I got up from the bed. Dad said I needed to rest. My head doesn't hurt anymore. I don't feel dizzy either. I still had the cut. I haven't seen Sam. I am scared of how much he hates me. I walked to the elevator. I pushed 2. I was getting to my bedroom. I walked out of the elevator. I walked to my room. I closed the door behind me. I went to my closet. I took my t-shirt off. "Dean" Sam said behind me. I jumped. I didn't know what to do. I Tried to put my t-shirt on. I have scars on my back and front. "D-Dean wha..what happened to you?" Sam said worried. I cant let him know. Dad will be so mad. "Why are you in my room?" I said. I hate this. "wh-" Sam said "go" I said. I can't have him asking questions. "wh-" he pushed me. "why are you doing this. What did I do to deserve this. You didn't even come then I was almost killed. Ho-" Sam was crying. I..I didn't want this. "how could you, I thought you care a little about me at least" Sam said. no..I feel horrible.. and the worst part is that I can't fix it.. He stormed out. I just stood there taking it in...

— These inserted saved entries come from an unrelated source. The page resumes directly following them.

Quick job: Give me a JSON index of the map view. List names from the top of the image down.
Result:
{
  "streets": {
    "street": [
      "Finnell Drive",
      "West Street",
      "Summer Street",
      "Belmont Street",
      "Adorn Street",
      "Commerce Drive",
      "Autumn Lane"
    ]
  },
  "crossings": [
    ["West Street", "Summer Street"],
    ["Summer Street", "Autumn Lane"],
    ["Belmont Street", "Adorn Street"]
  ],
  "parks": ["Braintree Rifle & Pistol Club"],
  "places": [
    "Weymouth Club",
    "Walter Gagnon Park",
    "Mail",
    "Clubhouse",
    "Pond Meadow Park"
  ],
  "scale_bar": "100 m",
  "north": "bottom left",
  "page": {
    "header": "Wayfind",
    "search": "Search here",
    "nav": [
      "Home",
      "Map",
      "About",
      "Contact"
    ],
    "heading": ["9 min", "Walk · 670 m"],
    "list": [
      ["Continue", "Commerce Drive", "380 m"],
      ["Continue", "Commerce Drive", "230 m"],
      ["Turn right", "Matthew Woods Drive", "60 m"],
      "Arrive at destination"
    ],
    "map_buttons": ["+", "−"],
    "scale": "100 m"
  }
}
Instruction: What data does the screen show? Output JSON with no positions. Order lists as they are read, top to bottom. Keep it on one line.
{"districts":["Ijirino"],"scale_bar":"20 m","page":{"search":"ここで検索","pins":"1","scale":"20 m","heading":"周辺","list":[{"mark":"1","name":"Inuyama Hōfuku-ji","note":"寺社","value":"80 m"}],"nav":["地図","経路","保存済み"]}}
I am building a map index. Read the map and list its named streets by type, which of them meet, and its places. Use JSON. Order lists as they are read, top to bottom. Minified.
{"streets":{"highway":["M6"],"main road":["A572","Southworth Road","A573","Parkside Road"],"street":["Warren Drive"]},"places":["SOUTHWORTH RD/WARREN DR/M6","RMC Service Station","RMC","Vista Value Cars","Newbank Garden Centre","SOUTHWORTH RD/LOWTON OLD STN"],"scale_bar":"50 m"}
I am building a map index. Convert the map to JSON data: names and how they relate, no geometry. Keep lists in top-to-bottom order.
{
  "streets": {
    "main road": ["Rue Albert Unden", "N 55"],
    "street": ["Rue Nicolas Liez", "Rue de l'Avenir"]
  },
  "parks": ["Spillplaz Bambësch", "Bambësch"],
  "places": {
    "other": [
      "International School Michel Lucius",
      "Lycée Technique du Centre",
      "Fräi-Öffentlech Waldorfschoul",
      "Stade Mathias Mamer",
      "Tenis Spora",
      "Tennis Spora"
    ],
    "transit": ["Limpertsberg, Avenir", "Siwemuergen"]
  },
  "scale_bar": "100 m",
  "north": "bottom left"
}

I went down to the 3 floor. It hurts.. I am scared that they know that I care about him. Then I say they I mean the criminals. They put Sam and Cas in danger and they do it more and more. I don't like it. Cas was my friend before. I care a lot about him. I..I do have felings for him like romantically. He doesn't like me back. And if he did he doesn't anymore. He hates me like Sam does. I..if I am gonna be honest I would have killed my self if people didn't need me. it..its to mush sometimes..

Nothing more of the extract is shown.